## WHAT YOU WILL DO
The lines wanted are those in the data below that include "text".

## EXERCISE INPUT
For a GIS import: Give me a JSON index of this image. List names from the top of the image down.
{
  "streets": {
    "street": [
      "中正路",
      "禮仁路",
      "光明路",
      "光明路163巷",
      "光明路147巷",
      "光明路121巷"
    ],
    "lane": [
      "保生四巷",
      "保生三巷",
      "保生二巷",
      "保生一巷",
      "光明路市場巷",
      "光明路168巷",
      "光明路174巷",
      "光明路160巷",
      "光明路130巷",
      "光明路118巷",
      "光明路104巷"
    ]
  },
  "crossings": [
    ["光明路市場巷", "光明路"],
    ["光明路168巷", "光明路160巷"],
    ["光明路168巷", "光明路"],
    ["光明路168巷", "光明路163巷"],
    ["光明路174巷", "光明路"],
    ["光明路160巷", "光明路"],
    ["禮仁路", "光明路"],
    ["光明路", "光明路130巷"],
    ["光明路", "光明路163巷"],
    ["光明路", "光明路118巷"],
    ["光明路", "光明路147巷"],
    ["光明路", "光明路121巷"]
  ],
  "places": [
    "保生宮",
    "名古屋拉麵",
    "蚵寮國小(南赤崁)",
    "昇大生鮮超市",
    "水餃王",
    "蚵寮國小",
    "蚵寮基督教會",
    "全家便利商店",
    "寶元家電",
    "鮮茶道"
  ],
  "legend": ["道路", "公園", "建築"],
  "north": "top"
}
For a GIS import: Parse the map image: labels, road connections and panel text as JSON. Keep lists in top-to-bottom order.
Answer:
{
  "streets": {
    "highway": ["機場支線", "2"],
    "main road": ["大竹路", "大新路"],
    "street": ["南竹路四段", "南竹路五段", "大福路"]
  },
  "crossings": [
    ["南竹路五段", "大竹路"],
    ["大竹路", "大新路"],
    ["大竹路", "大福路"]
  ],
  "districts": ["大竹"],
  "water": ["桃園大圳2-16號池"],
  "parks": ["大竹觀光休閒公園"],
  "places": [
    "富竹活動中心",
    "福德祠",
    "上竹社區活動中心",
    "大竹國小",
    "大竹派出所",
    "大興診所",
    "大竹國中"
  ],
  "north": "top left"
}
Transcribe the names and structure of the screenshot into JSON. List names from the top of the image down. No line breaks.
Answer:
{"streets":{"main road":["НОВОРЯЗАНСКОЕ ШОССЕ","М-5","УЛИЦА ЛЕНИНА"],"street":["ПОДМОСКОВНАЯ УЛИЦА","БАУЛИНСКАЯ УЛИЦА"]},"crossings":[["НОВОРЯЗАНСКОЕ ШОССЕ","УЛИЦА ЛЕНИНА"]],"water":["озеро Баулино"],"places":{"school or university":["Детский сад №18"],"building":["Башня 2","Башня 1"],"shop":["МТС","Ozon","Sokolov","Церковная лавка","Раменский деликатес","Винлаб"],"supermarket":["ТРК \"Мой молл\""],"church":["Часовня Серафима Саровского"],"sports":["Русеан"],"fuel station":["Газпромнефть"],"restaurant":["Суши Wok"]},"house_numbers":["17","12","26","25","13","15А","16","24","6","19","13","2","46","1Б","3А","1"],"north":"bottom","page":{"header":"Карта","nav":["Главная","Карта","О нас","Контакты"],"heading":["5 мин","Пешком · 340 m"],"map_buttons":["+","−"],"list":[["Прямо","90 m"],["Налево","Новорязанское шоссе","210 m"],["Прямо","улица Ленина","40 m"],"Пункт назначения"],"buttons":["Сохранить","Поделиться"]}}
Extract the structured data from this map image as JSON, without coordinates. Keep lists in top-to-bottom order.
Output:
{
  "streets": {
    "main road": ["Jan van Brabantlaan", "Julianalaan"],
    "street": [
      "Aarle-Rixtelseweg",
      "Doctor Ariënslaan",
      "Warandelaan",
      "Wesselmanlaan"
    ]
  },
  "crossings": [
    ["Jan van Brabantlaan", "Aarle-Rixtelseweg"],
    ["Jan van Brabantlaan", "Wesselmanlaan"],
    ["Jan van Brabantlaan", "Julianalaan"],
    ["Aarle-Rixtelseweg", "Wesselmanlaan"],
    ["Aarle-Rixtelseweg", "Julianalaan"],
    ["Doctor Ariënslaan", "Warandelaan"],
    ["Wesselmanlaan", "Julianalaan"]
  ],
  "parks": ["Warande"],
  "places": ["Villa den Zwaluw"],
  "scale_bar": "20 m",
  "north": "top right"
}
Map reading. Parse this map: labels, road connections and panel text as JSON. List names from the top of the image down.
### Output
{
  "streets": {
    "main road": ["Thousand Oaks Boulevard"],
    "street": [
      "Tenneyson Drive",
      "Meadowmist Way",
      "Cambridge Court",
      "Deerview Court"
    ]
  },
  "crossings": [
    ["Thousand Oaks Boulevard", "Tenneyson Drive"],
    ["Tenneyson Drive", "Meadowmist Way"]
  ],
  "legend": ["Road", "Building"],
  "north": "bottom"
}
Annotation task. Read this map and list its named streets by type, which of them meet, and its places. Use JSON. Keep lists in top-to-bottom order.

## RESPONSE BELOW
For a GIS import: Parse the map image: labels, road connections and panel text as JSON. Keep lists in top-to-bottom order.
Map reading. Parse this map: labels, road connections and panel text as JSON. List names from the top of the image down.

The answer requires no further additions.